*Data to process:*
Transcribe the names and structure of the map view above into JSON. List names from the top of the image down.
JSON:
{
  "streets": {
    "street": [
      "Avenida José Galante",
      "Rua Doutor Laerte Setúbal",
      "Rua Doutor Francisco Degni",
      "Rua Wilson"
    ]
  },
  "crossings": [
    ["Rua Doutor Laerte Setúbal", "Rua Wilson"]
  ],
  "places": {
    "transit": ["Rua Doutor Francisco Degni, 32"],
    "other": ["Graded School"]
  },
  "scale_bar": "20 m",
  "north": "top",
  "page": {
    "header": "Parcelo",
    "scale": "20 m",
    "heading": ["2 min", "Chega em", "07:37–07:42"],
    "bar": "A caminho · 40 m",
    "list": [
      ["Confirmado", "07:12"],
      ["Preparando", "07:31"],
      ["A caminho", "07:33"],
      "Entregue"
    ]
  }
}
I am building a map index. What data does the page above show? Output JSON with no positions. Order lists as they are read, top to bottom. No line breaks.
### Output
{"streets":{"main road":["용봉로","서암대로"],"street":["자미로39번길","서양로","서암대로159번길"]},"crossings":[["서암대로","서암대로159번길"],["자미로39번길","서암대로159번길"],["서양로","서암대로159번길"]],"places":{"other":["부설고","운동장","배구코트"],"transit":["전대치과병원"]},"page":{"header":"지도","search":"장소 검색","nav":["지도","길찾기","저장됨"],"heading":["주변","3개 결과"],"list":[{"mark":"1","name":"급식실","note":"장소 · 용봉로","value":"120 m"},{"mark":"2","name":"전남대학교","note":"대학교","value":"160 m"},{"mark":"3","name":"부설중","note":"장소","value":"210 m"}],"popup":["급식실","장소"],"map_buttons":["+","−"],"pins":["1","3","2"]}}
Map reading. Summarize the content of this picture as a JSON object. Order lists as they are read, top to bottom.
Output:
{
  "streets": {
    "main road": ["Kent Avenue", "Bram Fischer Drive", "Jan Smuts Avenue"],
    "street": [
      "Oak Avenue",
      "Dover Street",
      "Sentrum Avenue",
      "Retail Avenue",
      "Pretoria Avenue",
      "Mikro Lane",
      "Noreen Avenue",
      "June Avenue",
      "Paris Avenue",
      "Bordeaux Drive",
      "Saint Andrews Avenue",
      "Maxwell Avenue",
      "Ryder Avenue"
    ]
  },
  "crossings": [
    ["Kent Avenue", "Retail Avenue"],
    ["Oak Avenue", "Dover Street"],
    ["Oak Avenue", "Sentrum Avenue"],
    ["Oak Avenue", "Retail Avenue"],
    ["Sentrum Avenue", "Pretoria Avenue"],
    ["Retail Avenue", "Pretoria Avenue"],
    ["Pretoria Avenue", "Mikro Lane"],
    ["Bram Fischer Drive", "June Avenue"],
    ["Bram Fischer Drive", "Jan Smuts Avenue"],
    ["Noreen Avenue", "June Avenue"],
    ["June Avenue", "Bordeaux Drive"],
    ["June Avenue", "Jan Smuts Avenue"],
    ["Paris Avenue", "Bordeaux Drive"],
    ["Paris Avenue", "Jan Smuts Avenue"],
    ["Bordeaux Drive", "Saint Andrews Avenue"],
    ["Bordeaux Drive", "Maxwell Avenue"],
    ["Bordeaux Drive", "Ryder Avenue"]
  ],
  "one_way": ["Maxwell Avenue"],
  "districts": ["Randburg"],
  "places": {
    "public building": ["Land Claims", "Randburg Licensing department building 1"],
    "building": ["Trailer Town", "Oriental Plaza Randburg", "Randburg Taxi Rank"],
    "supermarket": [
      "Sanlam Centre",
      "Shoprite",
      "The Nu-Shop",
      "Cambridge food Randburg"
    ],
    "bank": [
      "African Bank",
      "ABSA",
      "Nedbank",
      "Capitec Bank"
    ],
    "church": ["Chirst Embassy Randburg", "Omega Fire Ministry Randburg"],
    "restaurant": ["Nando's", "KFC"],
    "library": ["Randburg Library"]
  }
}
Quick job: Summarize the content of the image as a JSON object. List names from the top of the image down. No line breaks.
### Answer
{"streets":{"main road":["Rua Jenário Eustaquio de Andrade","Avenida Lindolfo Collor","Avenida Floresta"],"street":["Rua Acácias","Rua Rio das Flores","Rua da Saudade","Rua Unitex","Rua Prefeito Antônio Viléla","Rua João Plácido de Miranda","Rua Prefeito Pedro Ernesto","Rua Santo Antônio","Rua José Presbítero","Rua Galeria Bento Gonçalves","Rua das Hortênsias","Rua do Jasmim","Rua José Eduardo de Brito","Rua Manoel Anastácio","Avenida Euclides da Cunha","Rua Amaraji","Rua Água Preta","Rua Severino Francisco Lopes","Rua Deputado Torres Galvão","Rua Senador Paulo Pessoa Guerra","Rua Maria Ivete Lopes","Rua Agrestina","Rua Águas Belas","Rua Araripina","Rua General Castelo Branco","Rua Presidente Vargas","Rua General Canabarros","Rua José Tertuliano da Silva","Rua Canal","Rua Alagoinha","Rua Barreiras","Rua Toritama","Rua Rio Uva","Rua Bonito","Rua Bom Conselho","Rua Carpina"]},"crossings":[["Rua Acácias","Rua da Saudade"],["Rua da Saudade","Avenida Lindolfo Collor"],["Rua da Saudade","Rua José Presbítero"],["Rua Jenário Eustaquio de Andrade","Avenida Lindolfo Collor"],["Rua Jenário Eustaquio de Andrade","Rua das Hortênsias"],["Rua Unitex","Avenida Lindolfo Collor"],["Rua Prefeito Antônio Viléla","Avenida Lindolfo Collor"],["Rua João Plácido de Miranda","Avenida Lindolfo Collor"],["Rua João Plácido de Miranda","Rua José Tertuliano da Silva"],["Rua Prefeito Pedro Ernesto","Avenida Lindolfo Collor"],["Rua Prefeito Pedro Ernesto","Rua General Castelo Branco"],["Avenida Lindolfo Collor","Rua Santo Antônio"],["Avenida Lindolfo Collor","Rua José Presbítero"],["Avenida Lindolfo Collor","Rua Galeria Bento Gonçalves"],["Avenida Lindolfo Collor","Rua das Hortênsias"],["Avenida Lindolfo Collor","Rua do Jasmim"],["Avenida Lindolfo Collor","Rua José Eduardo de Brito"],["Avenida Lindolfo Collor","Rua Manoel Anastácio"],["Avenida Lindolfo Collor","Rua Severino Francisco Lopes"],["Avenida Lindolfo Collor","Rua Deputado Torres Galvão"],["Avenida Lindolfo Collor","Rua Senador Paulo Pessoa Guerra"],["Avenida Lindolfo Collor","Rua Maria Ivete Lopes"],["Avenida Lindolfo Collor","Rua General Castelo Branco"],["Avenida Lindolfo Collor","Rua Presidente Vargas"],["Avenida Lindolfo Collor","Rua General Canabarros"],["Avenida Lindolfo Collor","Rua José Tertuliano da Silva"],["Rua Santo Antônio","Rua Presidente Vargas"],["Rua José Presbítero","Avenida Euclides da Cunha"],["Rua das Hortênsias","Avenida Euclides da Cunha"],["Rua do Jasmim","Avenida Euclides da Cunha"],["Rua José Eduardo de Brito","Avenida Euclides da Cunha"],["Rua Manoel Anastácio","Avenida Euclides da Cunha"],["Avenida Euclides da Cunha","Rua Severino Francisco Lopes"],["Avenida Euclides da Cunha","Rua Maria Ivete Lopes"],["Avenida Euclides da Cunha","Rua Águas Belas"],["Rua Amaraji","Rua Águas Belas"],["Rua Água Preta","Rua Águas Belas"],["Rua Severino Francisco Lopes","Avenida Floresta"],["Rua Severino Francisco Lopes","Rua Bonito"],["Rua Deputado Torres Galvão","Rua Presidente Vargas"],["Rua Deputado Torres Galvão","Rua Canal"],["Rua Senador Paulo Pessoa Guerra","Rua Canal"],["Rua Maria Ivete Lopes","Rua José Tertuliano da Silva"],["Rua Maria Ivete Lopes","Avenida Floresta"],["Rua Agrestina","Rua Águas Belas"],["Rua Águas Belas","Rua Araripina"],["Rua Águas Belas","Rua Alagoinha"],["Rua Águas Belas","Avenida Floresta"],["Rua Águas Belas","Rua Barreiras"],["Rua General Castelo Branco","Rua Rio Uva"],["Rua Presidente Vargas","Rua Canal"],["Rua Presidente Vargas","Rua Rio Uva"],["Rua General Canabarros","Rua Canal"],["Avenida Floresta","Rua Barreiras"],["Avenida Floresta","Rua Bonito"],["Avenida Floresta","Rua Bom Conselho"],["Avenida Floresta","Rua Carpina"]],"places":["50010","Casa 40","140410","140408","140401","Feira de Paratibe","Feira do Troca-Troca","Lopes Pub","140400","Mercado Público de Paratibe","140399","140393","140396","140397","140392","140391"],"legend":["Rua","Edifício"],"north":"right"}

*Work task:*
Where a line of the entries holds the string "they", include it in the count, and give only the final number.

*Exercise answer:*
2